Mr. Umrigar further contended that only one bottle among the seized articles had been sent for chemical analysis and that the prosecution had not demonstrated that all the recovered bottles and drums contained rectified spirit. He suggested that the remaining containers might have held phenyle, the manufacture of which the appellant’s company admittedly conducted in that godown. The Court found that this argument could not be given serious consideration. It was unnecessary to send every bottle recovered by the police, in the presence of the police, for analysis when all the bottles contained the same substance. Consequently, the argument was rejected.

The next contention raised was that no permit was required for possession of rectified spirit.

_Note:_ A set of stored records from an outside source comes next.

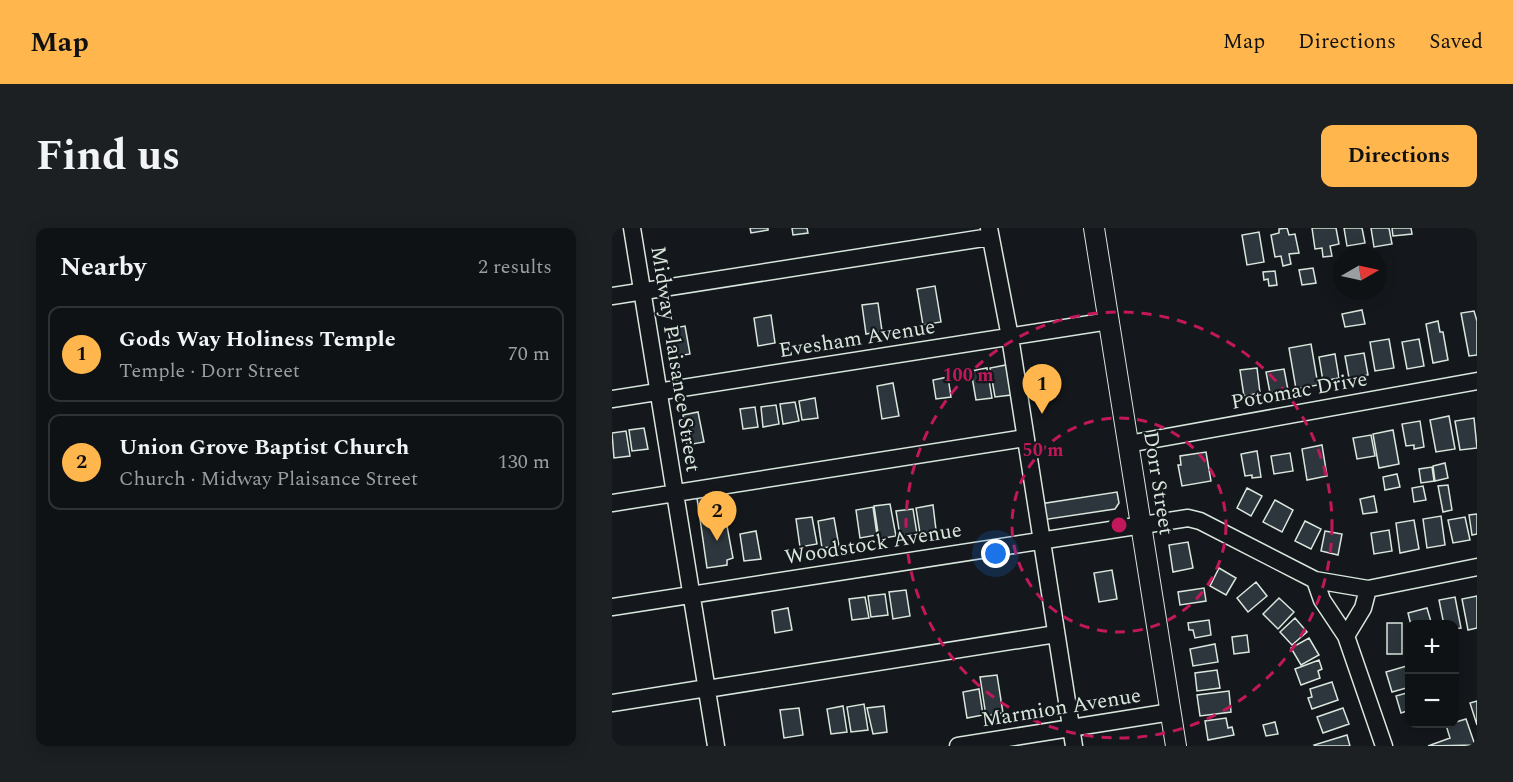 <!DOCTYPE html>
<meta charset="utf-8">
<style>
:root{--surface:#0f1215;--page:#1d2022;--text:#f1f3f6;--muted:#9b9ea0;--line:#2f3234;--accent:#ffb74d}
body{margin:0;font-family:Spectral,serif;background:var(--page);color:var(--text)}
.controls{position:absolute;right:18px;bottom:18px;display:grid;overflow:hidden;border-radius:12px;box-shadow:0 3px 15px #0003}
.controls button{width:54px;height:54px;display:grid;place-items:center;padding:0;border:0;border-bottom:2px solid var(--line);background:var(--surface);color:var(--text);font:30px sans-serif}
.compass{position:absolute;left:721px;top:18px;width:54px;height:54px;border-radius:50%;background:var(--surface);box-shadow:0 3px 15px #0003;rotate:81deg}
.you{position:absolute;left:384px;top:326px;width:21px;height:21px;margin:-15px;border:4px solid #fff;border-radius:50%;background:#1a73e8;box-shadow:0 0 0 9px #1a73e833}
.badge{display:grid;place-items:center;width:39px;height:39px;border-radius:50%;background:var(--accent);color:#111;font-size:20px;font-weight:700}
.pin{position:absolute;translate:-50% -50px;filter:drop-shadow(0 2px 3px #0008)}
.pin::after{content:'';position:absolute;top:32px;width:21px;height:18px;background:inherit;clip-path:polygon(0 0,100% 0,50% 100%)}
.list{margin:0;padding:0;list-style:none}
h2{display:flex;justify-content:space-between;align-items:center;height:78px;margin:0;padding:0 24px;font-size:26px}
h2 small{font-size:20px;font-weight:400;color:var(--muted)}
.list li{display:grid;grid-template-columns:39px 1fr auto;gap:18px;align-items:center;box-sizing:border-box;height:96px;margin:0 12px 12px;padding:0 12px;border:2px solid var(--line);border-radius:12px}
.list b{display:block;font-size:22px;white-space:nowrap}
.list p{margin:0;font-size:20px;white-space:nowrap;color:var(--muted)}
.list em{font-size:20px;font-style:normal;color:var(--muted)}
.map{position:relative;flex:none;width:865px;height:518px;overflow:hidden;border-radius:12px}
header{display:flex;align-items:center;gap:36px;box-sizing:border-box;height:84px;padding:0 30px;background:var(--accent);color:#111}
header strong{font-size:28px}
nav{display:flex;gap:33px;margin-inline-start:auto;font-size:21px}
.intro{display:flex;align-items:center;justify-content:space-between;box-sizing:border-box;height:144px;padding:0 36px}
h1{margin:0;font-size:42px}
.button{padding:15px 27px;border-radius:12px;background:var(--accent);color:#111;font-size:21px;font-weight:700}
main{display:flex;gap:36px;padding:0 36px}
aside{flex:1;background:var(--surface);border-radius:12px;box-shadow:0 3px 15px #0003}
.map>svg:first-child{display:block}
.building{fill:#2c363c;stroke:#d8e6dc;stroke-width:1.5}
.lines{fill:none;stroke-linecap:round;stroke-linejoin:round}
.minor-casing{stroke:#d8e6dc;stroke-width:19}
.major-casing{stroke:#d8e6dc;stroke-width:22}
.minor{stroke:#14181c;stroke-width:16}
.major{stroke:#14181c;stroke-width:20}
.ring{fill:none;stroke:#c2185b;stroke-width:3;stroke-dasharray:10 8}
.labels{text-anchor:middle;stroke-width:4.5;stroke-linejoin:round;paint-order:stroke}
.street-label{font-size:21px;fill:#d8e6dc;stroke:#14181c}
.centre{fill:#c2185b;stroke:#14181c;stroke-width:3}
.ring-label{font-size:18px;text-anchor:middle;font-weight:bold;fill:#c2185b;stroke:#14181c;stroke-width:4.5;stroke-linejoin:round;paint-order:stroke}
</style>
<header>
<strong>Map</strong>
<nav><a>Map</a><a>Directions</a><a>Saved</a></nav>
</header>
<div class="intro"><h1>Find us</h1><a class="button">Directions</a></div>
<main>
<aside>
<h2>Nearby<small>2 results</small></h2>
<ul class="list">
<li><span class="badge">1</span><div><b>Gods Way Holiness Temple</b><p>Temple · Dorr Street</p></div><em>70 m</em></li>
<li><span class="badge">2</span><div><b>Union Grove Baptist Church</b><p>Church · Midway Plaisance Street</p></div><em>130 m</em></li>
</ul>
</aside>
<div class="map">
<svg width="865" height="518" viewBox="0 0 865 518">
<rect width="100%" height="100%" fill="#14181c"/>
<path class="building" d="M138 0H156V2L139 5Z
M180 0H195L196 5 181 7Z
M675 0 677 7 683 6 687 25 677 26 679 36 671 38 669 28 663 29 659 7 667 5V1Z
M700 0H724L727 16 718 18 720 28 711 29 710 20 703 21Z
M732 0H750L753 15 735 18Z
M759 0H777L780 16 762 19Z
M780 0H799L800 6 781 8Z
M647 4 652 34 635 37 630 7Z
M701 40 704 55 690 57 687 42Z
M663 43 665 57 657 58 656 51 652 52 651 44Z
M323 58 329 94 311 97 305 61Z
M266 75 270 103 254 106 250 77Z
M750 82 753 96 733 99 730 86Z
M862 83 865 93V127L857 128 849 85Z
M159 87 163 115 146 118 142 90Z
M826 93 828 104H831L836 132 821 135 814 96Z
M73 98 78 126 61 129 56 101Z
M777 111 782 140 763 143 758 114Z
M807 111 812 138 795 141 790 114Z
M699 116 706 157 684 161 677 120Z
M752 125 756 147 737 150 733 128Z
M723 126 727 150 711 153 707 129Z
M394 137 399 167 383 169 378 140Z
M375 140 380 170 364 172 359 143Z
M645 140 648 165 632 168 628 142Z
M672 141 676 162 658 165 654 144Z
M336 149 339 169 324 171 321 152Z
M281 155 287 188 270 191 265 158Z
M203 170 206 190 190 192 187 173Z
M183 174 187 193 171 196 168 176Z
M164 177 167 196 151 199 149 179Z
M143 179 146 199 131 201 128 181Z
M86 184 92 214 75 217 71 187Z
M837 188 843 221 824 224 818 192Z
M862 190 865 220 848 222 843 193Z
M808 193 812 219 802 221V217L794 218 790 196Z
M32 200 36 221 20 223 17 202Z
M781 202 787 236 767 240 761 206Z
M14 203 18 228 2 230 0 205Z
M759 207 763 228 745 231 741 210Z
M710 217 715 248 695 252 690 221Z
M645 223 649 249 640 250V247L633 248 629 226Z
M594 224 599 253 570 258 566 237H569L568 228Z
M678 225 681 243 662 246 659 228Z
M833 235 836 250 823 253 821 238Z
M820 239 822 253 809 255 807 241Z
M785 246 788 259 773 262 771 249Z
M836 257 840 282 831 284 826 258Z
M811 258 814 272 802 274 800 260Z
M635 260 650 268 639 288 625 280Z
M505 264 507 275 503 281 430 292 428 276Z
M109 266 121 330 115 332V337L95 340 85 270Z
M762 268 765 284 751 286 748 271Z
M663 272 681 282 670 304 651 294Z
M278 276 284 308 267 311 262 278Z
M321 277 324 302 308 305 304 280Z
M261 279 265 307 248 310 244 282Z
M301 281 305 306 288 308 284 283Z
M865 286V306L860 307 857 287Z
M829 288 833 317 815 320 811 291Z
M200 289 205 316 188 319 184 291Z
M853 289 858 312 841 315 836 292Z
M222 290 227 318 210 320 206 293Z
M802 292 807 321 788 325 784 295Z
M693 293 709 301 699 321 683 313Z
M777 302 780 323 762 326 759 305Z
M144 303 149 331 132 333 128 306Z
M713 303 730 306 726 327 709 323Z
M576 314 581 340 561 344 557 317Z
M607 340 624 350 614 367 598 358Z
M500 342 505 371 487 374 482 345Z
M644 354 655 368 636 384 625 370Z
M592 360 594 373 568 377 566 364Z
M294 362 298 388 281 391 277 364Z
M273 366 276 387 259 389 256 368Z
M865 368V400L856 402 850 371Z
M253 369 257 390 240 392 237 371Z
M843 369 849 400 842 401V397H832L827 372Z
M667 370 682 384 666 401 651 386Z
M176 380 180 402 163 405 160 383Z
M815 380 820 397H799L796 385Z
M683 390 695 404 680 417 668 404Z
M597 392 599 407 583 410 581 402H577L576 395Z
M775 395H790V426H775Z
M635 407 637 424 622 426 620 409Z
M697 410 707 427 689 437 679 420Z
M603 416 606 434 581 438 578 421Z
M707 432 710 441 706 443 708 450 689 457 683 441Z
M798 437V459L780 464 774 444Z
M605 442 608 460 585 463 583 445Z
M385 447 391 485 374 488 368 449Z
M720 454 726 472 700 481 696 470 700 469 698 461Z
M367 461 371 487 355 490 351 464Z
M617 463 619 484 588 488 585 467Z
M798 464V482L789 485 784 468Z
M865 473V497L858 475Z
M252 476 256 502 239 504 235 479Z
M231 478 235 504 219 506 215 481Z
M272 478 275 504 261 506 255 480Z
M187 480 191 507 172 510 168 482Z
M731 480 737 496 711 505 705 489Z
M614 490 616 500 620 499 622 507 596 512 593 493Z
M854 491 863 517 816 518 838 510 834 497Z
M663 494 666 506 654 508 651 497Z
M735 507 738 518H703L702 517Z"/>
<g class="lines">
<defs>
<path id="minor" d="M20 0 104 518
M377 0 398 109 462 518
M0 68 378 9
M0 171 497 93
M516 216 865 153
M0 275 413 210
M703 352 710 372 734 408 772 518
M0 379 576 290 588 293 703 352 756 361 865 339
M734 408 751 380 756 361
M95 461 444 406
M0 475 95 460
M346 518 559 484"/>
<path id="major" d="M482 0 564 518"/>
</defs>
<use href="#minor" class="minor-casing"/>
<use href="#major" class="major-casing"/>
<use href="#minor" class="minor"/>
<use href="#major" class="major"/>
</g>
<g class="ring">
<circle cx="507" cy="297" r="107"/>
<circle cx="507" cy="297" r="213"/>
</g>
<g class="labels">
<g class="street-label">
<text transform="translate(245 110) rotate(-9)" y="7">Evesham Avenue</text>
<text transform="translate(64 131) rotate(81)" y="7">Midway Plaisance Street</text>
<text transform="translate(687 162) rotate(-10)" y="7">Potomac Drive</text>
<text transform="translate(547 255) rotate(81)" y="7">Dorr Street</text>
<text transform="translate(261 315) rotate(-9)" y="7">Woodstock Avenue</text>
<text transform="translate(449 479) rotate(-9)" y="7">Marmion Avenue</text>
</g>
</g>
<circle cx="507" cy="297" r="9" class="centre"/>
<g class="ring-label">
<text x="356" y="153">100 m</text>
<text x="431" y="228">50 m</text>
</g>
</svg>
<div class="controls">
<button>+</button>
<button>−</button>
</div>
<svg class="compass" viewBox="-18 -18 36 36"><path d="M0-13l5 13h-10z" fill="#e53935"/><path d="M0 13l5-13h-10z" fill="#9b9ea0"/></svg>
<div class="you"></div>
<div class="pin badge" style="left:430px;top:186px">1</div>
<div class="pin badge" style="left:105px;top:313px">2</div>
</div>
</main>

The argument that possession of rectified spirit was permissible because it belonged to the category of medical preparations was rejected as unfounded. No evidence was introduced to demonstrate that the spirit in question could be classified as a medical preparation. By contrast, the statute expressly includes rectified spirit within the definition of an intoxicant, and possession of such a substance without a permit is prohibited by the provisions of Section 66(b) of the Act. Section (22) of the Act defines an “intoxicant” as encompassing liquor, and Sub-section (24) further defines liquor to include spirits of wine, methylated spirit, wine, beer, toddy and all liquids consisting of alcohol. The chemical analyst’s report showed that the rectified spirit recovered from the appellant’s possession contained ninety-four per cent volume of ethyl alcohol. Consequently, the substance clearly falls within the meaning of “intoxicant” as provided in Section 2(22) of the Act. The contention that the spirit was a medical preparation was therefore repelled. On the basis of these findings, the Court concluded that there were no grounds to sustain the appeal and consequently dismissed it.